In building a new college, the student body, faculty, administration and staff have to work closely in order to strengthen the college’s curriculum and policies. Time and patience is needed, but more importantly, so is communication and mutual understanding.

A Minor Interest

A glimpse into a few students’ alternative ideas for minors

Gender Studies:

Sheryl Foo ’17 finds Gender Studies a fascinating field of study. “Personally, I am interested in critical social theories, and gender comes naturally as it governs many fundamental social institutions,” she said. “Last semester, I helped craft a 2 MC course on gender studies facilitated by Professor Rebecca Tannenbaum. I did so because I was frustrated at the lack of gender coverage in our CSI course. It was a very fruitful learning journey and I found it one of my favorite classes last year even though it was only 2MC.”

Theatre Studies / Creative Writing:

Sherlyn Goh ’17 discovered an interest in theatre studies after taking an introductory theatre studies elective at NUS. “I really like the creative writing process, the analyzing and directing of plays,” she shared. “However, there are no theatre instructors or courses at Yale-NUS, nor clear instructions on the requisite electives for each major … In the course description for the Arts & Humanities major, it states … we have to take 1 critical approach course and 2 studio courses. Does my creative non-fiction writing course count as a studio course? Is it even a course under the Arts major?
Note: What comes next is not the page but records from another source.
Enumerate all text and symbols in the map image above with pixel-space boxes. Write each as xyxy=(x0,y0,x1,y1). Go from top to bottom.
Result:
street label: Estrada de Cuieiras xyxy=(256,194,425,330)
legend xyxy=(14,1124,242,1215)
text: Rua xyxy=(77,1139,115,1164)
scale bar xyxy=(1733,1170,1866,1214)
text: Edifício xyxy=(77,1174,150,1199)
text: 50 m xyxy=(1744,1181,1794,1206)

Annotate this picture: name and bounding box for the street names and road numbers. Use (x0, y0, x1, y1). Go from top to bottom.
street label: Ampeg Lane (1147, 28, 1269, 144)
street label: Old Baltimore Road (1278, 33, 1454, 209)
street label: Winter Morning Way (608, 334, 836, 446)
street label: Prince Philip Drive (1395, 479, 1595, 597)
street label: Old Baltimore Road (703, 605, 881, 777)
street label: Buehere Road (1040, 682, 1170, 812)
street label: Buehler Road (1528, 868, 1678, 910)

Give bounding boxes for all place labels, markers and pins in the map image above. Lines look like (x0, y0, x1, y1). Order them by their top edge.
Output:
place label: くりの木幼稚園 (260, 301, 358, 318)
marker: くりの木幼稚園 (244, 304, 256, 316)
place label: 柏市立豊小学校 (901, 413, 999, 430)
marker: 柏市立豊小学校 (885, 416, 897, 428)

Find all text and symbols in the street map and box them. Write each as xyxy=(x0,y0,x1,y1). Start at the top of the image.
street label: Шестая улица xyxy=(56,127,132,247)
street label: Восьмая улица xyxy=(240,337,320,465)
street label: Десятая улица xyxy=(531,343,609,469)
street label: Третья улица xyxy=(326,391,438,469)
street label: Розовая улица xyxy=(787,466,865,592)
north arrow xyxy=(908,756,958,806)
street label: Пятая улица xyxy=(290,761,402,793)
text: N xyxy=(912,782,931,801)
I’m worried about having to take many other arts-related electives for the major that are not directly related to my areas of interest.”

Paving the Way to Graduate School


To Aaron Kurzak ’17, an understanding of mechanical engineering is crucial in the renewable energy sector, which he hopes to enter in the future. “The engineering degree at NUS normally requires students to follow a very rigorous curriculum, and it might become difficult to select very specific classes for a minor,” said Kurzak. “That said, Yale-NUS has been extremely supportive so far. Vice-Rector Eduardo Lage-Otero consulted the [NUS] Faculty of Engineering … and assured me I’d be able to take classes with them.”

Although Engineering is not offered as a major in Yale-NUS, the advice from Head of Study of the Physical Sciences Professor Kang Hway Chuan is that students should speak with him or other science division faculty should they seek to fulfill general requirements for Engineering-related graduate studies. “What is needed for engineering grad school varies from place to place, and also from one discipline in engineering to another, so this needs some working out. I think (interested students and relevant faculty) need to strap down and work out the most suitable pathway. The earlier this is done, the better,” he added.


Medical school is on the cards for Jay Lusk ’18. “Statistically, international applicants to US medical schools have a difficult time being admitted,” he said. “Yale-NUS needs to make sure that pre-medical students are advised early and can begin planning for the future sooner rather than later. [The college has to] ensure that prospective medical applicants are well-qualified in the subject areas that medical schools require for admission.”

At this point in time, there is no pre-med advisor in the college. However, according to a draft document on medical school advice for Yale-NUS students, those interested in North American post-graduate medical schools or the Duke-NUS Graduate Medical School are urged to visit the Association of American Medical Colleges and Duke-NUS websites for advice and information. The document will be disseminated to the student body once it is ready.

Associate Professor of Science Neil Clarke, who taught at the John Hopkins School of Medicine previously, cautions against anxiety over fulfilling prerequisites, “Students are often under the impression that they need to have specific majors to go to medical school. 60% of graduate medical school students did not major in a science at all. Of course, you still need to have taken some college-level science courses and passed the MCAT. Even so, the MCAT is changing right now to reflect the fact that you do not need to have had a highly specialized background in science in order to do medicine.” Professor Clarke suggests CIPE could work with students with medical school aspirations.